(Dataset entries)
※

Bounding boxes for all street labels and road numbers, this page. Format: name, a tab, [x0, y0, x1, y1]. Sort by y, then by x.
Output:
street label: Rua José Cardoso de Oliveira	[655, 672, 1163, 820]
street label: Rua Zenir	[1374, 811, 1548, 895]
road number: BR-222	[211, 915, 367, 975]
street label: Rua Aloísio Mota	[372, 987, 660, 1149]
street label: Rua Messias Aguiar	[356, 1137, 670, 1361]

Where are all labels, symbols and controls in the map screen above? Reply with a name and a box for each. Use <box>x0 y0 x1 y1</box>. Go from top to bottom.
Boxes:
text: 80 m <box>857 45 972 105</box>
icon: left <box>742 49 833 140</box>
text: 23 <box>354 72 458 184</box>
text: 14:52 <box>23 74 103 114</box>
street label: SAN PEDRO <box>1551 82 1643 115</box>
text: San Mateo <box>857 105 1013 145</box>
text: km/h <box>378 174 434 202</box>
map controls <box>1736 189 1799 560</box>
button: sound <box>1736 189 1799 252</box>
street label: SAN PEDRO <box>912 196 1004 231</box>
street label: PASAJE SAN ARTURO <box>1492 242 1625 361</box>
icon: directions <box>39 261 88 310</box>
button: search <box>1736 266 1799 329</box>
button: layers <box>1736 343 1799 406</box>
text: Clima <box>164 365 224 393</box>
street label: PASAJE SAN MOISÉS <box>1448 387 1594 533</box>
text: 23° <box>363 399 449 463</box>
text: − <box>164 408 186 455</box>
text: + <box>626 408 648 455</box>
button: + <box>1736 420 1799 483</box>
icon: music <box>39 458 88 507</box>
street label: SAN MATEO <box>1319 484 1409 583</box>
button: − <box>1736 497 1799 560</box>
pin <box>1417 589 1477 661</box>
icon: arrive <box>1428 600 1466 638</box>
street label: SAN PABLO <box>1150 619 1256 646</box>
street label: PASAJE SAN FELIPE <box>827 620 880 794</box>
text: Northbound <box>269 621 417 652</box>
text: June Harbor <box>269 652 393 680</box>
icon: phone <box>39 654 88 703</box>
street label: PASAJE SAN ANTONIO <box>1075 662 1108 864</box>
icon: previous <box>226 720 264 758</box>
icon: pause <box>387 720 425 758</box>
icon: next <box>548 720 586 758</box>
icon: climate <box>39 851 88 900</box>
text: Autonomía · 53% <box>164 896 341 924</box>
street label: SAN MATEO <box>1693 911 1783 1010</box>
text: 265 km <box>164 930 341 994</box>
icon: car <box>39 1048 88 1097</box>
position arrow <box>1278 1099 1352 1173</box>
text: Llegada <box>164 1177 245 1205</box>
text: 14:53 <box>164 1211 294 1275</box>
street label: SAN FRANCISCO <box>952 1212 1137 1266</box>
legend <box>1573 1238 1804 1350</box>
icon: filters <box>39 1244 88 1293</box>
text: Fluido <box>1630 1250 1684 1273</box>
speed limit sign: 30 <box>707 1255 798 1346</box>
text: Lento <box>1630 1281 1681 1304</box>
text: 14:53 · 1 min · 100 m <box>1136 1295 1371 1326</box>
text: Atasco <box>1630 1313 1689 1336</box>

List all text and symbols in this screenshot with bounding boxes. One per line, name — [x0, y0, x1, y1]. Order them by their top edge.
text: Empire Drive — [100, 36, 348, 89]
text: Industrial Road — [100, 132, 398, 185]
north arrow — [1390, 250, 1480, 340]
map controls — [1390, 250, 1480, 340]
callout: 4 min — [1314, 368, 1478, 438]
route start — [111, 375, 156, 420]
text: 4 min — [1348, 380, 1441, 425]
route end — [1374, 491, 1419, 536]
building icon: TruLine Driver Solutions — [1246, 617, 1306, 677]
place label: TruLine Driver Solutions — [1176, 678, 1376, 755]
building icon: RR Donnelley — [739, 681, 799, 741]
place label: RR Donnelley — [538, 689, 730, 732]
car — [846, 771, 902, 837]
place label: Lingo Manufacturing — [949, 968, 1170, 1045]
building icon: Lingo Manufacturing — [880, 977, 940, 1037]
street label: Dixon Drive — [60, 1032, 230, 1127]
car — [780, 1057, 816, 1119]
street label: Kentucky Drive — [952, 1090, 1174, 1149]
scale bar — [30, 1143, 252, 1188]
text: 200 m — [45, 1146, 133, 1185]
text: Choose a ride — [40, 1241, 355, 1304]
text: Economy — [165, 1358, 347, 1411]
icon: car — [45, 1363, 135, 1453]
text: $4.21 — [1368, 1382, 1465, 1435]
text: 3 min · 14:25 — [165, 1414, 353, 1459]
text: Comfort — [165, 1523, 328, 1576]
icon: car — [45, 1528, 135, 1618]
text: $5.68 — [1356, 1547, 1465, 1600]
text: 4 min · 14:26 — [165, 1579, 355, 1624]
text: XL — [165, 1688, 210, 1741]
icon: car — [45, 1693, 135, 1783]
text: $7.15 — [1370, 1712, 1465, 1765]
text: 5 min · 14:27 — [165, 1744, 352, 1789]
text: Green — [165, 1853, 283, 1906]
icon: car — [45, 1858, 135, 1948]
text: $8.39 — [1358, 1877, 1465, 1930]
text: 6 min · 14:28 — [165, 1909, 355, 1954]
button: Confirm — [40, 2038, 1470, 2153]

※

▶ _PROMPT_: Copy out the entries. Change nothing.

▶ _EXERCISE OUTPUT_:
Bounding boxes for all street labels and road numbers, this page. Format: name, a tab, [x0, y0, x1, y1]. Sort by y, then by x.
Output:
street label: Rua José Cardoso de Oliveira	[655, 672, 1163, 820]
street label: Rua Zenir	[1374, 811, 1548, 895]
road number: BR-222	[211, 915, 367, 975]
street label: Rua Aloísio Mota	[372, 987, 660, 1149]
street label: Rua Messias Aguiar	[356, 1137, 670, 1361]

Where are all labels, symbols and controls in the map screen above? Reply with a name and a box for each. Use <box>x0 y0 x1 y1</box>. Go from top to bottom.
Boxes:
text: 80 m <box>857 45 972 105</box>
icon: left <box>742 49 833 140</box>
text: 23 <box>354 72 458 184</box>
text: 14:52 <box>23 74 103 114</box>
street label: SAN PEDRO <box>1551 82 1643 115</box>
text: San Mateo <box>857 105 1013 145</box>
text: km/h <box>378 174 434 202</box>
map controls <box>1736 189 1799 560</box>
button: sound <box>1736 189 1799 252</box>
street label: SAN PEDRO <box>912 196 1004 231</box>
street label: PASAJE SAN ARTURO <box>1492 242 1625 361</box>
icon: directions <box>39 261 88 310</box>
button: search <box>1736 266 1799 329</box>
button: layers <box>1736 343 1799 406</box>
text: Clima <box>164 365 224 393</box>
street label: PASAJE SAN MOISÉS <box>1448 387 1594 533</box>
text: 23° <box>363 399 449 463</box>
text: − <box>164 408 186 455</box>
text: + <box>626 408 648 455</box>
button: + <box>1736 420 1799 483</box>
icon: music <box>39 458 88 507</box>
street label: SAN MATEO <box>1319 484 1409 583</box>
button: − <box>1736 497 1799 560</box>
pin <box>1417 589 1477 661</box>
icon: arrive <box>1428 600 1466 638</box>
street label: SAN PABLO <box>1150 619 1256 646</box>
street label: PASAJE SAN FELIPE <box>827 620 880 794</box>
text: Northbound <box>269 621 417 652</box>
text: June Harbor <box>269 652 393 680</box>
icon: phone <box>39 654 88 703</box>
street label: PASAJE SAN ANTONIO <box>1075 662 1108 864</box>
icon: previous <box>226 720 264 758</box>
icon: pause <box>387 720 425 758</box>
icon: next <box>548 720 586 758</box>
icon: climate <box>39 851 88 900</box>
text: Autonomía · 53% <box>164 896 341 924</box>
street label: SAN MATEO <box>1693 911 1783 1010</box>
text: 265 km <box>164 930 341 994</box>
icon: car <box>39 1048 88 1097</box>
position arrow <box>1278 1099 1352 1173</box>
text: Llegada <box>164 1177 245 1205</box>
text: 14:53 <box>164 1211 294 1275</box>
street label: SAN FRANCISCO <box>952 1212 1137 1266</box>
legend <box>1573 1238 1804 1350</box>
icon: filters <box>39 1244 88 1293</box>
text: Fluido <box>1630 1250 1684 1273</box>
speed limit sign: 30 <box>707 1255 798 1346</box>
text: Lento <box>1630 1281 1681 1304</box>
text: 14:53 · 1 min · 100 m <box>1136 1295 1371 1326</box>
text: Atasco <box>1630 1313 1689 1336</box>

List all text and symbols in this screenshot with bounding boxes. One per line, name — [x0, y0, x1, y1]. Order them by their top edge.
text: Empire Drive — [100, 36, 348, 89]
text: Industrial Road — [100, 132, 398, 185]
north arrow — [1390, 250, 1480, 340]
map controls — [1390, 250, 1480, 340]
callout: 4 min — [1314, 368, 1478, 438]
route start — [111, 375, 156, 420]
text: 4 min — [1348, 380, 1441, 425]
route end — [1374, 491, 1419, 536]
building icon: TruLine Driver Solutions — [1246, 617, 1306, 677]
place label: TruLine Driver Solutions — [1176, 678, 1376, 755]
building icon: RR Donnelley — [739, 681, 799, 741]
place label: RR Donnelley — [538, 689, 730, 732]
car — [846, 771, 902, 837]
place label: Lingo Manufacturing — [949, 968, 1170, 1045]
building icon: Lingo Manufacturing — [880, 977, 940, 1037]
street label: Dixon Drive — [60, 1032, 230, 1127]
car — [780, 1057, 816, 1119]
street label: Kentucky Drive — [952, 1090, 1174, 1149]
scale bar — [30, 1143, 252, 1188]
text: 200 m — [45, 1146, 133, 1185]
text: Choose a ride — [40, 1241, 355, 1304]
text: Economy — [165, 1358, 347, 1411]
icon: car — [45, 1363, 135, 1453]
text: $4.21 — [1368, 1382, 1465, 1435]
text: 3 min · 14:25 — [165, 1414, 353, 1459]
text: Comfort — [165, 1523, 328, 1576]
icon: car — [45, 1528, 135, 1618]
text: $5.68 — [1356, 1547, 1465, 1600]
text: 4 min · 14:26 — [165, 1579, 355, 1624]
text: XL — [165, 1688, 210, 1741]
icon: car — [45, 1693, 135, 1783]
text: $7.15 — [1370, 1712, 1465, 1765]
text: 5 min · 14:27 — [165, 1744, 352, 1789]
text: Green — [165, 1853, 283, 1906]
icon: car — [45, 1858, 135, 1948]
text: $8.39 — [1358, 1877, 1465, 1930]
text: 6 min · 14:28 — [165, 1909, 355, 1954]
button: Confirm — [40, 2038, 1470, 2153]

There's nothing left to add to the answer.